Building a breast cancer detection and treatment platform in the Democratic Republic of the Congo by integrating training, service and infrastructure development

13 May 2021
Kabongo Mukuta Mathieu, Tankoy Gombo YouYou, Michael L Hicks, Alex Mutombo, Mukanya Mpalata Anaclet, Mulumba Kapuku Sylvain, Leeya Pinder, Maya M Hicks, Louis Kanda, Mirielle Kanda, Groesbeck P Parham, Ronda Henry-Tillman

Background: Breast cancer is a leading cause of cancer-related morbidity and mortality in sub-Saharan Africa, a global region where opportunities for breast care of any type are extremely limited due to insufficient infrastructure, a paucity of clinical services and vast shortages of trained human resources.

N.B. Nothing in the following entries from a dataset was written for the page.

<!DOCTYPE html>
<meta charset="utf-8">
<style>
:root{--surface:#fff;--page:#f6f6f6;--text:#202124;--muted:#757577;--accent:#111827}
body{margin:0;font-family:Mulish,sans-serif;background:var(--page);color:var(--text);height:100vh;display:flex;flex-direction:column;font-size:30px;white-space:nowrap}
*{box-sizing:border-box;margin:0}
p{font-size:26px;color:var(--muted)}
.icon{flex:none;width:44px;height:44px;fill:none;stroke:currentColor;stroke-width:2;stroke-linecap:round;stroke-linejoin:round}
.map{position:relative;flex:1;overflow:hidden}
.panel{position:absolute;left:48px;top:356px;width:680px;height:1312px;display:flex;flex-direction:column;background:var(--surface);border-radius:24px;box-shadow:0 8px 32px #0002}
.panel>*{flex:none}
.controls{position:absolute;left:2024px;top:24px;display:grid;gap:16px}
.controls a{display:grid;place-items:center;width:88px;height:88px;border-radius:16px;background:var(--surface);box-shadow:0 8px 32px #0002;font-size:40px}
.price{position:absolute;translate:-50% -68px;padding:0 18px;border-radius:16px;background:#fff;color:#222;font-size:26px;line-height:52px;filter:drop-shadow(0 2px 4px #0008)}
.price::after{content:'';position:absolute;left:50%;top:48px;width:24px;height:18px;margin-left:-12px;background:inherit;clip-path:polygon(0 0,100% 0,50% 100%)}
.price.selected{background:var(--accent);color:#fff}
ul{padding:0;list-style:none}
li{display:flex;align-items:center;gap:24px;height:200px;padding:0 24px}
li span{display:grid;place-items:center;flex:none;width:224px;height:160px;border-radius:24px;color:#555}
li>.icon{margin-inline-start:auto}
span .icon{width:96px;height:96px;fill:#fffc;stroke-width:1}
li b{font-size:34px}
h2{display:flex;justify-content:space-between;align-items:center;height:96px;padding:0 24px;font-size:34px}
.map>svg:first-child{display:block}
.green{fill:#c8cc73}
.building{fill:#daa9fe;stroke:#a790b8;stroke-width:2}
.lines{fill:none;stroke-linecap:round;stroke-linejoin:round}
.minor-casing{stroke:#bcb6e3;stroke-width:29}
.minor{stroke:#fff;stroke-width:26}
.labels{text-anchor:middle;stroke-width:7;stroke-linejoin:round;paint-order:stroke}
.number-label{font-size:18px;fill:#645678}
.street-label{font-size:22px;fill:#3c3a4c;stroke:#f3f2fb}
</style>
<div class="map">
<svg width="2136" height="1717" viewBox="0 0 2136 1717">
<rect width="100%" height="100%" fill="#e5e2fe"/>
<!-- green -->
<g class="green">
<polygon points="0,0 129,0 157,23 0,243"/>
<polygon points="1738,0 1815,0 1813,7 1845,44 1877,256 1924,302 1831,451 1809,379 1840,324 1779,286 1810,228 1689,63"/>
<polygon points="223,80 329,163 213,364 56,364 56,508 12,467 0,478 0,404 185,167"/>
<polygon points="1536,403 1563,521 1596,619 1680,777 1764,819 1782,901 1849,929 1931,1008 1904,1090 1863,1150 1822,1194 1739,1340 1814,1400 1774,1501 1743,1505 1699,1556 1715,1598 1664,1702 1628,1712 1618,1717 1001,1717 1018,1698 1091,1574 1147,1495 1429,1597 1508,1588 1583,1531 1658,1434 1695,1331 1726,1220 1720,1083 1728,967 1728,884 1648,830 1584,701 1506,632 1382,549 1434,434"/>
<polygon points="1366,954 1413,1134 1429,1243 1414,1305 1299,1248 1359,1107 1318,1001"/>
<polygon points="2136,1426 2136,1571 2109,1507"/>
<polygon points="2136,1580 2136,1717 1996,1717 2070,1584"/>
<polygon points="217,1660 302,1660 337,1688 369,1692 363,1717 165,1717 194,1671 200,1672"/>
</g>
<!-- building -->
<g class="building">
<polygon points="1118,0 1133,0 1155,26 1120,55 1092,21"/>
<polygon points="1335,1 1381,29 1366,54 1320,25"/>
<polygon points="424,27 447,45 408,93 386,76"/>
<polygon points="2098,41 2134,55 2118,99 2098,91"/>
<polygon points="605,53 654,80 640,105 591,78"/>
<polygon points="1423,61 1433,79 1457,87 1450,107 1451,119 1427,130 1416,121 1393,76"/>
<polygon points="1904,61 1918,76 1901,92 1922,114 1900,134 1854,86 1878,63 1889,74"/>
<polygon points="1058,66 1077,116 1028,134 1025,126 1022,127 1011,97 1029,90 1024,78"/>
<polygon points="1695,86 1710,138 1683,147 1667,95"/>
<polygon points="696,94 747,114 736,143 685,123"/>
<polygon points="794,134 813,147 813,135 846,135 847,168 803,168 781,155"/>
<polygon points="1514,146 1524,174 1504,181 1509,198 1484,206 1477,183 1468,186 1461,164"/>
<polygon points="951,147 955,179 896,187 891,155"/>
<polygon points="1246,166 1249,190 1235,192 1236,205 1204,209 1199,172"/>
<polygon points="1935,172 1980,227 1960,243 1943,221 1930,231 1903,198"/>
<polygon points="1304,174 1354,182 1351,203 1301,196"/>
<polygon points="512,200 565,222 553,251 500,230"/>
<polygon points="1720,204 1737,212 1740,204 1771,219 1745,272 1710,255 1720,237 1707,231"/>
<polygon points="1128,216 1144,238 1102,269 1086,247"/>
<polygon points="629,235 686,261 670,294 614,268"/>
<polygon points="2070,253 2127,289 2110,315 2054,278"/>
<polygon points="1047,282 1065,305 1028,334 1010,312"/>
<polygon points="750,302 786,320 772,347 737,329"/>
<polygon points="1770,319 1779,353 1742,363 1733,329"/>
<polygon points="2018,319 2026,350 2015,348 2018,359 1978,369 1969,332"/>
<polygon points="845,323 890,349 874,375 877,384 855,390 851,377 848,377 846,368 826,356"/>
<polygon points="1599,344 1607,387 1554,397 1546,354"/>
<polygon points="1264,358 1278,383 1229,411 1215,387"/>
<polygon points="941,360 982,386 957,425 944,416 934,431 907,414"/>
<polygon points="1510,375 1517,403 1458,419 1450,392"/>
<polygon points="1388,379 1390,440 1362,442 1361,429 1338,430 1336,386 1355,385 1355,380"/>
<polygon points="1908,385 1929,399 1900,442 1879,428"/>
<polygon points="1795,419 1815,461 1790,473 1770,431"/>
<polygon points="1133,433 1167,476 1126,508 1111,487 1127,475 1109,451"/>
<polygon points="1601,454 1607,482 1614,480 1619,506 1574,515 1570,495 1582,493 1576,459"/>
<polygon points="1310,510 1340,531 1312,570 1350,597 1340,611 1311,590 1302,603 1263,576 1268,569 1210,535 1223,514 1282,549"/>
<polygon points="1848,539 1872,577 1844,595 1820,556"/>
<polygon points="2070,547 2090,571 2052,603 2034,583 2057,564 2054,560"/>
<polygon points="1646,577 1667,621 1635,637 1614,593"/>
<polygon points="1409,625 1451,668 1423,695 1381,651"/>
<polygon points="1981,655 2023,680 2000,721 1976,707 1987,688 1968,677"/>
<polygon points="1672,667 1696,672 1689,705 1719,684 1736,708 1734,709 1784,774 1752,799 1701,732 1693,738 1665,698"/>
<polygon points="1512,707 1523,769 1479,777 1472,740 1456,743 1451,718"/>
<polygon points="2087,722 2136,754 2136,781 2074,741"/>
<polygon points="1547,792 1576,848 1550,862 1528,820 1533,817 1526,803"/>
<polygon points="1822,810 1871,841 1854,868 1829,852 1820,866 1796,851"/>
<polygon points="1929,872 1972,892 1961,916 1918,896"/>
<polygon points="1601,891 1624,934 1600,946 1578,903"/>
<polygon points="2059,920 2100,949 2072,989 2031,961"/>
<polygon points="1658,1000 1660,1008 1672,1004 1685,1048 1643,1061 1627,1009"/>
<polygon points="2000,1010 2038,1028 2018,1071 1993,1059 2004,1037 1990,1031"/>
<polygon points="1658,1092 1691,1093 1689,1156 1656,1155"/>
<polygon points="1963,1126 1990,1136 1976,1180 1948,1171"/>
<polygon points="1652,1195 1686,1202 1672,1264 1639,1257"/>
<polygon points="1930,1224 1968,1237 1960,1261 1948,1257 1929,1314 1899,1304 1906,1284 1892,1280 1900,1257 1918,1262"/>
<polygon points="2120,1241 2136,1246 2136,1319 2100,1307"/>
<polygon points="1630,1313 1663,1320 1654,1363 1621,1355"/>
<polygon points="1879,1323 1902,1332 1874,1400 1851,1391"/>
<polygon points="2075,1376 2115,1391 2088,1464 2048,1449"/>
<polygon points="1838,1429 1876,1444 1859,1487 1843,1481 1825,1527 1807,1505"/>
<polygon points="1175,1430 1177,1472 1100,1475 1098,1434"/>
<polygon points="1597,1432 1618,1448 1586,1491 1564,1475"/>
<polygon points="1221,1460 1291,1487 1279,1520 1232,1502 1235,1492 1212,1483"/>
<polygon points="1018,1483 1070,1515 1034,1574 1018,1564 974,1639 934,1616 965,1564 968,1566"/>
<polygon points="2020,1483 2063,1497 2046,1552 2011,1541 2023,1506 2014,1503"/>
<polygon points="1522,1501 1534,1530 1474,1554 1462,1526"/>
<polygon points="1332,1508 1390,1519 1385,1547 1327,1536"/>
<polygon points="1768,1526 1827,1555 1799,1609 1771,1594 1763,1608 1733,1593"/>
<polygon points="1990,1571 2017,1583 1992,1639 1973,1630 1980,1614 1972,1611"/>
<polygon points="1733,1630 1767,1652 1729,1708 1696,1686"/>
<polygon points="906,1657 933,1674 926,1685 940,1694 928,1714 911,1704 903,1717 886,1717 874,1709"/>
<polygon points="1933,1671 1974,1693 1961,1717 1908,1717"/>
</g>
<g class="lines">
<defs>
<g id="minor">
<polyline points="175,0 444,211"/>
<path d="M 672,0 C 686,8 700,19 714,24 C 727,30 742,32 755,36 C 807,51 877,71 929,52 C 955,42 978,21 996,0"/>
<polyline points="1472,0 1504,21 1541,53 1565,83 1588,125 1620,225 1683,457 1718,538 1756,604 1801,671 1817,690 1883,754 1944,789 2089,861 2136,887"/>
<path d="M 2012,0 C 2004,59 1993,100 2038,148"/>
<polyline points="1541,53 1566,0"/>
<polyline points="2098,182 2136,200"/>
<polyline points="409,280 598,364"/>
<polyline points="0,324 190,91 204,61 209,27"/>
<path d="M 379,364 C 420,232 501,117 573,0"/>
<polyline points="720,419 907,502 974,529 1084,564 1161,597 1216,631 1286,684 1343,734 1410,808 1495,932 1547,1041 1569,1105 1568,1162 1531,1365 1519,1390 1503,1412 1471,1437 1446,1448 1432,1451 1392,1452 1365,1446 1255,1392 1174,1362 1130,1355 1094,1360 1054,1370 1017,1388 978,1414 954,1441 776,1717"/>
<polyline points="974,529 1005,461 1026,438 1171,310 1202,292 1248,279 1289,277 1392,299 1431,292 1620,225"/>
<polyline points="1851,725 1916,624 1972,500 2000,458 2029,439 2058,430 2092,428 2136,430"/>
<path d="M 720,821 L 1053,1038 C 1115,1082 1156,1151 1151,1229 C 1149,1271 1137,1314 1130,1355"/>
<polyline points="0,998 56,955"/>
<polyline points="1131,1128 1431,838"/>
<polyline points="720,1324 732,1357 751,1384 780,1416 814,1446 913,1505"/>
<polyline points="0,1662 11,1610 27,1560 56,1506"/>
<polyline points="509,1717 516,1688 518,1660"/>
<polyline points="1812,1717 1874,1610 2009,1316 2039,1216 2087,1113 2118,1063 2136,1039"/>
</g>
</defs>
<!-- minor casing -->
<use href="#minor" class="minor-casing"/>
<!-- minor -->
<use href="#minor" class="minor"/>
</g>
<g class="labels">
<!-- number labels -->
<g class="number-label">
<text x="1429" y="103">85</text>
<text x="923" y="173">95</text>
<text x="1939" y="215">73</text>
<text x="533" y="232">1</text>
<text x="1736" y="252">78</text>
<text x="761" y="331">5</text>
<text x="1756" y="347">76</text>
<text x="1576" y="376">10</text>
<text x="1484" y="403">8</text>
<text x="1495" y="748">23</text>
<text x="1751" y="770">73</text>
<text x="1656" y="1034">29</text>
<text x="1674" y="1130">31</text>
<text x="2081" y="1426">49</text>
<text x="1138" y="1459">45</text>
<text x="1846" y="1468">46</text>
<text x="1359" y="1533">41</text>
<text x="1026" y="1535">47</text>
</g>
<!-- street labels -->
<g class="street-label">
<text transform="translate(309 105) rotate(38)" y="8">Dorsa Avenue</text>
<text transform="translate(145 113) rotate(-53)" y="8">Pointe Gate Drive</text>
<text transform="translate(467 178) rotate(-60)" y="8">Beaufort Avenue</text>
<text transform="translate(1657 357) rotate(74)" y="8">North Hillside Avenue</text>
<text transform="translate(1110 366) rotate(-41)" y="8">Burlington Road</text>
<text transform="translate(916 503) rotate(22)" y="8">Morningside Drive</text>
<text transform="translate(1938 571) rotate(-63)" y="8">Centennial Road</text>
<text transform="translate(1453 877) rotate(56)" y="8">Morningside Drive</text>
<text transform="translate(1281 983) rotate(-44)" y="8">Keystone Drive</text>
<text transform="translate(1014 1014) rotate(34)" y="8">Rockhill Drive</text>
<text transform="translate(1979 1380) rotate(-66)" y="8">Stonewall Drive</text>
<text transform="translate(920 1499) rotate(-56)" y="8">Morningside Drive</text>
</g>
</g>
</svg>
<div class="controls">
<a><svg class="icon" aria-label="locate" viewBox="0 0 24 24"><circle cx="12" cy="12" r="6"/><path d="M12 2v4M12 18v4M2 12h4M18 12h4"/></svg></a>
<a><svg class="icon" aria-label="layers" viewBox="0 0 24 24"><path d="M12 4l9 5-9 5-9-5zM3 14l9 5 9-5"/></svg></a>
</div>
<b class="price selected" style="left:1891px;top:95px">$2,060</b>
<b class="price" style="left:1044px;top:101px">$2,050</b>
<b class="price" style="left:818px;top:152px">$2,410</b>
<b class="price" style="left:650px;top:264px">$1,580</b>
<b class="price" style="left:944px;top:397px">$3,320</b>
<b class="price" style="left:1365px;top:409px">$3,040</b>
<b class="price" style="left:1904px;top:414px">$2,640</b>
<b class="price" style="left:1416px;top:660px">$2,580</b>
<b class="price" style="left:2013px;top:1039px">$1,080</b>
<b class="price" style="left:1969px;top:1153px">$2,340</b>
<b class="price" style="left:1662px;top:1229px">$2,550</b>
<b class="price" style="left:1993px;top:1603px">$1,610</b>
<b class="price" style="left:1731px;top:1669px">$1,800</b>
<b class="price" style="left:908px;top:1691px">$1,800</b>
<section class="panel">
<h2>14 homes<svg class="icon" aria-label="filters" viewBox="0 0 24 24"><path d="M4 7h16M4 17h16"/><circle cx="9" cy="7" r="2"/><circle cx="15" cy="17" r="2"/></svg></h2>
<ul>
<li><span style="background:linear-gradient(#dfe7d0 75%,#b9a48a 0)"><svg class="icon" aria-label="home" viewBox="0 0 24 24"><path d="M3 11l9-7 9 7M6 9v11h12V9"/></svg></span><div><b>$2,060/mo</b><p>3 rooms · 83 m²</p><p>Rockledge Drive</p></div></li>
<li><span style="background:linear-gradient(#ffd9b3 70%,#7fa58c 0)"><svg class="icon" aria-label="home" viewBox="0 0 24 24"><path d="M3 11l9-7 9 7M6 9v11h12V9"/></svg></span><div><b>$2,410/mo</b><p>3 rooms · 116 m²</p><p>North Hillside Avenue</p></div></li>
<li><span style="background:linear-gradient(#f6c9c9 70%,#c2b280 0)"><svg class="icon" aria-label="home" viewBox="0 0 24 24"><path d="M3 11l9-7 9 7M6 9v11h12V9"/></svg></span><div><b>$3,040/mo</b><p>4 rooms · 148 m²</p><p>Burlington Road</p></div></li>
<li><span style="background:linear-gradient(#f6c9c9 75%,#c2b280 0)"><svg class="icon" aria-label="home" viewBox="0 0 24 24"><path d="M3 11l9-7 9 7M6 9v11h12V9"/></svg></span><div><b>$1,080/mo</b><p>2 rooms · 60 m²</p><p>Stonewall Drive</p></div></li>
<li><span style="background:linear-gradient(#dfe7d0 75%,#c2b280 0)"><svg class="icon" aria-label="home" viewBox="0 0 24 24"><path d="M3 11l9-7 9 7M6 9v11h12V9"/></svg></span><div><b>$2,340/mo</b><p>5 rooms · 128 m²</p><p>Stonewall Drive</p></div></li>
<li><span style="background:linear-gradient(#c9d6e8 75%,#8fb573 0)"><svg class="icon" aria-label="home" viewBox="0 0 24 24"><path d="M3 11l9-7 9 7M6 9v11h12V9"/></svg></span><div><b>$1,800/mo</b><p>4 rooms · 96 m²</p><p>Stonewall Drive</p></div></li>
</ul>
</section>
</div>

Methods: A team of Zambian and US gynaecologic and breast oncology experts and nurse-specialists made multiple visits (each lasting 5 working days) to the Democratic Republic of the Congo (DRC), over a 2-year period. During each of five week-long site visits, hands-on training of local Congolese health providers was conducted during which time they were taught clinical breast exam (CBE), breast and axillary ultrasound, ultrasound-guided core needle biopsy/fine needle aspiration (FNA) and breast surgery. Simultaneous with the training exercises, a new breast care clinic was established and operationalised, and existing surgical theatres were upgraded. All activities were implemented in a private sector health care facility – Biamba Marie Mutombo Hospital – in the capital city of Kinshasa.

Results: From April 2017 to August 2020, a total of 5,211 women were identified as having breast abnormalities on CBE. Ages ranged from 26 to 86 years; median age: 42.0 (±14.1) years. Ultrasound abnormalities were noted in 1,420 (27%) clients, of which 516 (36%) met the criteria (indeterminate cystic lesion, solid or suspicious masses) for ultrasound-guided core needle biopsy or FNA. Pathology reports were available for 368 (71%) of the 516 clients who underwent biopsy, of which 164 were malignant and 204 benign. The majority (88%) of the cancers were advanced (TNM stages 3 and 4). Surgical procedures consisted of 183 lumpectomies, 58 modified radical mastectomies and 45 axillary lymph node dissections. Clinical competency for diagnostic and surgical procedures was reached early in the course of the training programme.

Conclusion: By integrating onsite training with simultaneous investments in clinical service and infrastructure development, the barriers to breast cancer diagnosis and treatment were disrupted and a modern breast care service platform was established in a private sector health care facility in the DRC.